Wherein R ₁₁ represents a methyl group, an ethyl group, n-propyl group, isopropyl group, n-butyl group, isobutyl group or sec-butyl group, and Z is used to form an alicyclic hydrocarbon group together with a carbon atom. Represents the atomic group necessary for. R ₁₂ to R ₁₆ each independently represent a linear or branched alkyl group having 1 to 4 carbon atoms or an alicyclic hydrocarbon group, provided that at least one of R ₁₂ to R ₁₄ and R ₁₅ or R ₁₆ are alicyclic hydrocarbons; Group.

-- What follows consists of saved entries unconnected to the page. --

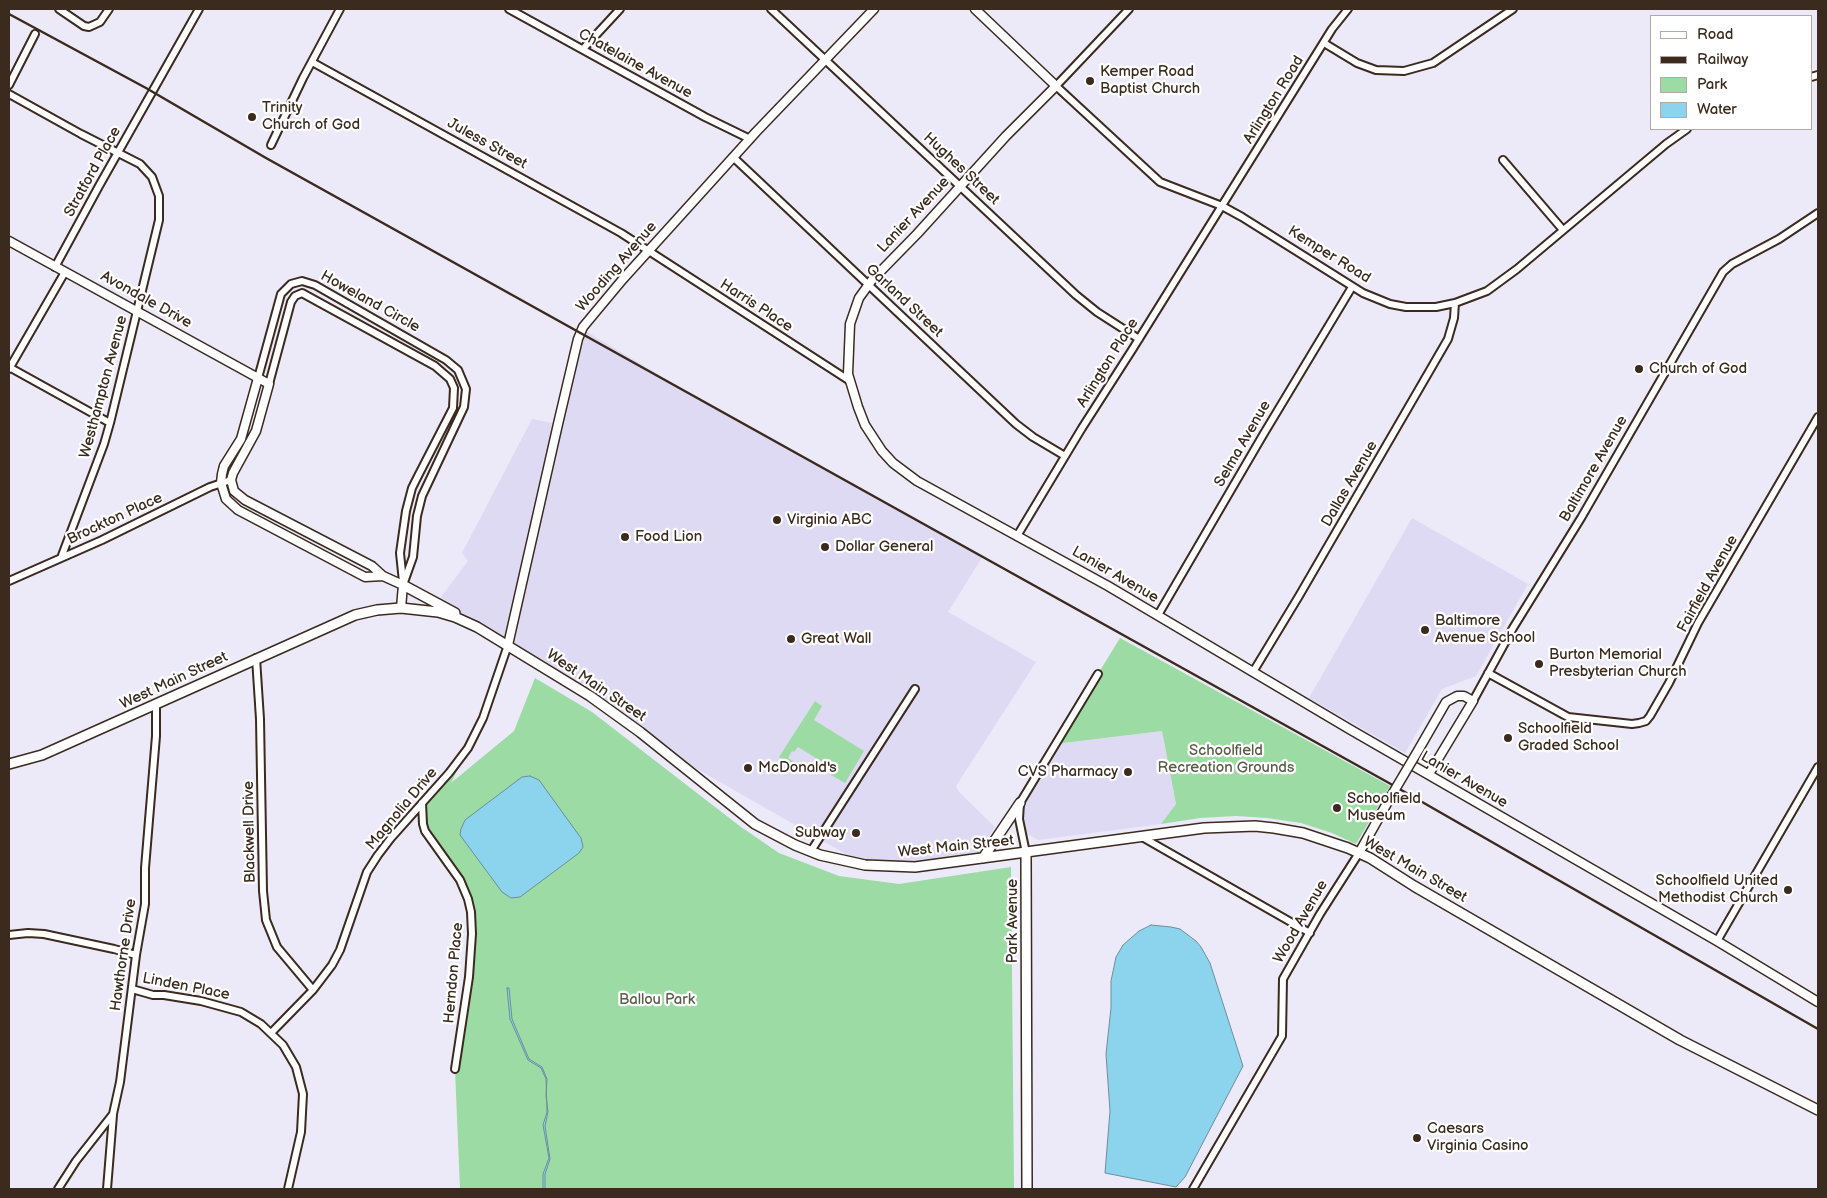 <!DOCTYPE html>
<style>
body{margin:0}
#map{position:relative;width:1827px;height:1198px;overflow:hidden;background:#ece9f8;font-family:"Balsamiq Sans",sans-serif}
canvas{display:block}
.frame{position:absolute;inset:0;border:10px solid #3b2a1e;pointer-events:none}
.legend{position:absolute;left:1650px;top:15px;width:162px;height:115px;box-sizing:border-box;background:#fff;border:1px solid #b1aaa5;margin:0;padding:6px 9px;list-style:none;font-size:15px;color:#3b2a1e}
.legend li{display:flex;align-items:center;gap:10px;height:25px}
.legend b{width:25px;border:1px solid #b1aaa5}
</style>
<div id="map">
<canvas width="1827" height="1198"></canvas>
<div class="frame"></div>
<ul class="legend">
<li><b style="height:6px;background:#fff"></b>Road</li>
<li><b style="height:6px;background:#3b2a1e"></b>Railway</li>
<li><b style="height:14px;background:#9cdba4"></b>Park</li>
<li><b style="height:14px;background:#8cd3ed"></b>Water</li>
</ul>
</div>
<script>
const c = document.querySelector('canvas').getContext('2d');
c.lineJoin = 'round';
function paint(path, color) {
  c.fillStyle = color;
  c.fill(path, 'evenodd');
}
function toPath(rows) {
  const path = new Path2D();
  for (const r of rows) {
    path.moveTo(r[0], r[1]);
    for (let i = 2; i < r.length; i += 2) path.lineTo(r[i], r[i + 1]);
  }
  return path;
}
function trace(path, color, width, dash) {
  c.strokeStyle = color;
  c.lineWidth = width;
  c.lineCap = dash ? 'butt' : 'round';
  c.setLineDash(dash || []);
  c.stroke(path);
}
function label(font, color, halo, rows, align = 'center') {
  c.font = font + ' "Balsamiq Sans",sans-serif';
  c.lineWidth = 4.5;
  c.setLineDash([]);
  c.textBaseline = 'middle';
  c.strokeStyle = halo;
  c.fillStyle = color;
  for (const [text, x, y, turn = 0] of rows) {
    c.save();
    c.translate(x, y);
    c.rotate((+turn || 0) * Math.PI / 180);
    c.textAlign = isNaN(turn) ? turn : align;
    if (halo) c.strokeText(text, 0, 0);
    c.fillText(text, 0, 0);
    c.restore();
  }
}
paint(toPath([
 [582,329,723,413,983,556,948,612,1036,662,956,786,959,792,995,827,975,859,865,865,657,746,508,645,441,605,441,597,468,561,462,553,532,419,557,424],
 [1412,518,1528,584,1476,676,1442,689,1405,753,1309,698],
 [1162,731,1176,804,1161,824,1038,840,1022,831,1018,813,1055,744]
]), '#dfdaf3');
paint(toPath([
 [1120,638,1390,786,1356,844,1332,833,1301,823,1267,818,1236,816,1200,818,1161,824,1176,804,1162,731,1055,744],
 [535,678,592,712,741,827,779,853,839,876,899,884,1011,867,1014,1189,460,1189,455,1069,472,926,466,892,423,824,422,803,449,773,483,718,451,783,514,731],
 [815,701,822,706,814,720,864,751,845,783,831,775,834,769,798,747,794,752,792,751,788,758,801,766,798,770,779,757]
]), '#9cdba4');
const water = toPath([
 [530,776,539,780,581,838,583,847,579,853,520,897,511,898,502,892,460,835,461,829,465,820,522,777,530,776],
 [1151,925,1171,927,1180,929,1196,941,1201,947,1210,963,1243,1066,1185,1177,1176,1187,1105,1173,1110,1111,1106,1054,1111,1008,1111,981,1116,957,1123,945,1139,931,1151,925],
 [507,988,509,988,512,1019,529,1059,542,1067,547,1079,546,1096,548,1112,545,1126,550,1159,545,1174,545,1189,543,1189,543,1174,549,1158,543,1125,547,1112,546,1079,541,1068,528,1060,510,1019,507,988]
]);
paint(water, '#8cd3ed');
trace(water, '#6c8f9a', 1);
const minor = toPath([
 [59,9,84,26,89,27,100,22,109,9],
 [509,9,705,117,750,139],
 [771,9,1076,295,1097,312,1139,339],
 [1129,9,1056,86,1160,182,1222,206,1242,217,1363,293,1390,304,1406,307,1436,307,1455,303,1487,291,1517,269,1666,144,1687,129],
 [1324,43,1357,63,1376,70,1404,71,1433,63,1513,9],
 [583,49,620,9],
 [312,62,621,233,850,381],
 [1811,77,1818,75],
 [9,85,35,34],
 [9,94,81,134,140,164,152,177,159,196,159,220,110,423,104,444,61,558],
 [271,145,303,78,340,9],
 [733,157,1016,424,1033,437,1065,456],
 [1503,160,1563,230],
 [55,267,99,186,199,9],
 [9,367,110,423],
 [9,369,65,272],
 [258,378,281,294,291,284,302,281,315,285,446,360,458,370,466,389,464,407,422,496,417,516,413,557,403,585],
 [269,384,291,302,295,296,302,293,435,366,450,379,454,388,453,408,418,476,412,488,406,511,400,553,403,582],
 [1017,536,1082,428,1132,350,1332,29,1348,9],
 [9,581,102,540,210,487,231,480],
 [1158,615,1263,435,1352,287],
 [256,658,260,719,263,891,266,920,277,947,313,990],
 [1253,672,1299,596,1448,339,1454,318,1455,303],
 [1488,673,1568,717,1632,724,1639,723,1646,721,1650,716,1669,683,1698,623,1818,417],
 [1473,701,1513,628,1581,518,1723,272,1732,264,1779,239,1818,213],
 [422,803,423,824,425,831,460,880,468,899,471,912,472,934,469,977,455,1069],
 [1142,837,1310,933],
 [811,851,915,689],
 [1026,853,1019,819,1020,803,1098,674],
 [9,935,28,933,44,934,114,949,136,955],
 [1717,941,1818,767],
 [132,989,153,995,164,995,201,1001,241,1012,261,1024,283,1045,296,1067,303,1094,301,1132,288,1189],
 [271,1033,313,990,332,965,340,950,367,872,378,855,391,838,449,773,468,748,483,718,508,645],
 [58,1189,76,1161,113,1114,120,1082,136,955,145,904,145,868,156,736,156,704],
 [107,1189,113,1115],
 [1193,1189,1282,1036,1283,979,1320,914,1359,853]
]);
const tertiary = toPath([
 [975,9,1056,86,1006,136,917,234,872,280,859,298,850,324,848,374,858,407,865,425,882,451,893,463,917,481,1108,586,1351,730,1717,941,1818,1002],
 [9,241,269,384,256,431,233,473,231,480,234,491,245,500,372,566,383,576,403,585,401,608],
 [258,378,241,439,224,466,222,474,221,483,226,499,238,510,365,577,383,576],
 [508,645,558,424,578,339,583,327,623,279,756,132,874,9],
 [1419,749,1446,702,1457,696,1464,696,1473,701,1429,774],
 [1359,853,1390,798]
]);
const secondary = toPath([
 [403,585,455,613],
 [9,764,42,755,355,615,377,610,401,608,438,612,455,617,477,627,590,696,640,732,755,824,795,845,820,855,865,865,915,867,1204,828,1255,826,1274,828,1303,833,1348,848,1370,858,1414,886,1680,1040,1818,1110],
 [1026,853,1027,1189],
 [983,858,1020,803]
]);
trace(minor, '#3b2a1e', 10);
trace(tertiary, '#3b2a1e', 11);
trace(secondary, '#3b2a1e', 12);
trace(minor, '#fff', 6);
trace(tertiary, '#fff', 8);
trace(secondary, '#fff', 9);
trace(toPath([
 [9,14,146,88,266,158,1389,783,1818,1029]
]), '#3b2a1e', 2.5);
const tertiaryBridge = toPath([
 [1390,798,1419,749]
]);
trace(tertiaryBridge, '#3b2a1e', 11, []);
trace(tertiaryBridge, '#fff', 8);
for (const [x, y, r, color] of [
 [1090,81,5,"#3b2a1e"],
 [252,117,5,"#3b2a1e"],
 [1639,369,5,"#3b2a1e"],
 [777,520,5,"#3b2a1e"],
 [625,537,5,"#3b2a1e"],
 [825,547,5,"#3b2a1e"],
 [1425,630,5,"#3b2a1e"],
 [791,639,5,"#3b2a1e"],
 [1539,664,5,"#3b2a1e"],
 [1508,738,5,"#3b2a1e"],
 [748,768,5,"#3b2a1e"],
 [1128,772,5,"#3b2a1e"],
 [1337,808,5,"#3b2a1e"],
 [856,833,5,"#3b2a1e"],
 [1788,890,5,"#3b2a1e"],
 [1417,1138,5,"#3b2a1e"]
]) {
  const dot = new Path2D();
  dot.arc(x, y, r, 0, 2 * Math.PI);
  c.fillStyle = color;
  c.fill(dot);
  trace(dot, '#fff', 2);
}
label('15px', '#3b2a1e', '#fff', [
 ["Chatelaine Avenue",635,64,29],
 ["Arlington Road",1274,100,-58],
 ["Juless Street",487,144,29],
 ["Hughes Street",961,169,43],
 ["Stratford Place",93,172,-61],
 ["Lanier Avenue",914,215,-47],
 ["Kemper Road",1329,255,32],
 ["Wooding Avenue",617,267,-49],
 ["Avondale Drive",146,300,29],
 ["Garland Street",904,301,43],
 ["Howeland Circle",370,302,29],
 ["Harris Place",756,306,33],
 ["Arlington Place",1108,363,-58],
 ["Westhampton Avenue",104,387,-75],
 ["Selma Avenue",1243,444,-60],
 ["Baltimore Avenue",1594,469,-60],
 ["Dallas Avenue",1350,484,-60],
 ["Brockton Place",115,519,-25],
 ["Lanier Avenue",1115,575,30],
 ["Fairfield Avenue",1708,584,-61],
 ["West Main Street",174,681,-25],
 ["West Main Street",596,686,34],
 ["Lanier Avenue",1464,780,30],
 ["Magnolia Drive",402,809,-50],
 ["Blackwell Drive",250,832,-91],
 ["West Main Street",956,847,-6],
 ["West Main Street",1415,870,30],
 ["Park Avenue",1013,921,-90],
 ["Wood Avenue",1301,922,-60],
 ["Hawthorne Drive",124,955,-82],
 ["Herndon Place",454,973,-85],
 ["Linden Place",186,987,11]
]);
label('15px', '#3b2a1e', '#fff', [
 ["Kemper Road",1100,72],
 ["Baptist Church",1100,89],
 ["Trinity",262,108],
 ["Church of God",262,125],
 ["Church of God",1649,369],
 ["Virginia ABC",787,520],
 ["Food Lion",635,537],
 ["Dollar General",835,547],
 ["Baltimore",1435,621],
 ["Avenue School",1435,638],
 ["Great Wall",801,639],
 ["Burton Memorial",1549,655],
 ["Presbyterian Church",1549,672],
 ["Schoolfield",1518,729],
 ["Graded School",1518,746],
 ["McDonald's",758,768],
 ["CVS Pharmacy",1118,772,"right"],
 ["Schoolfield",1347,799],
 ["Museum",1347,816],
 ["Subway",846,833,"right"],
 ["Schoolfield United",1778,881,"right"],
 ["Methodist Church",1778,898,"right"],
 ["Caesars",1427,1129],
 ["Virginia Casino",1427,1146]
], 'left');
label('15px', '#585f46', '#fff', [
 ["Schoolfield",1226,751],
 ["Recreation Grounds",1226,768],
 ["Ballou Park",657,1000]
]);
</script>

R ₁₇ to R ₂₁ each independently represent a hydrogen atom, a linear or branched alkyl group having 1 to 4 carbon atoms, or an alicyclic hydrocarbon group, provided that at least one of R ₁₇ to R ₂₁ represents an alicyclic hydrocarbon group, R ₁₉ or R ₂₁ represents a linear or branched alkyl group having 1 to 4 carbon atoms or an alicyclic hydrocarbon group. R ₂₂ to R ₂₅ each independently represent a linear or branched alkyl group having 1 to 4 carbon atoms or an alicyclic hydrocarbon group, provided that at least one of R ₂₂ to R ₂₅ represents an alicyclic hydrocarbon group. Alternatively, R ₂₃ and R ₂₄ may combine with each other to form a ring.)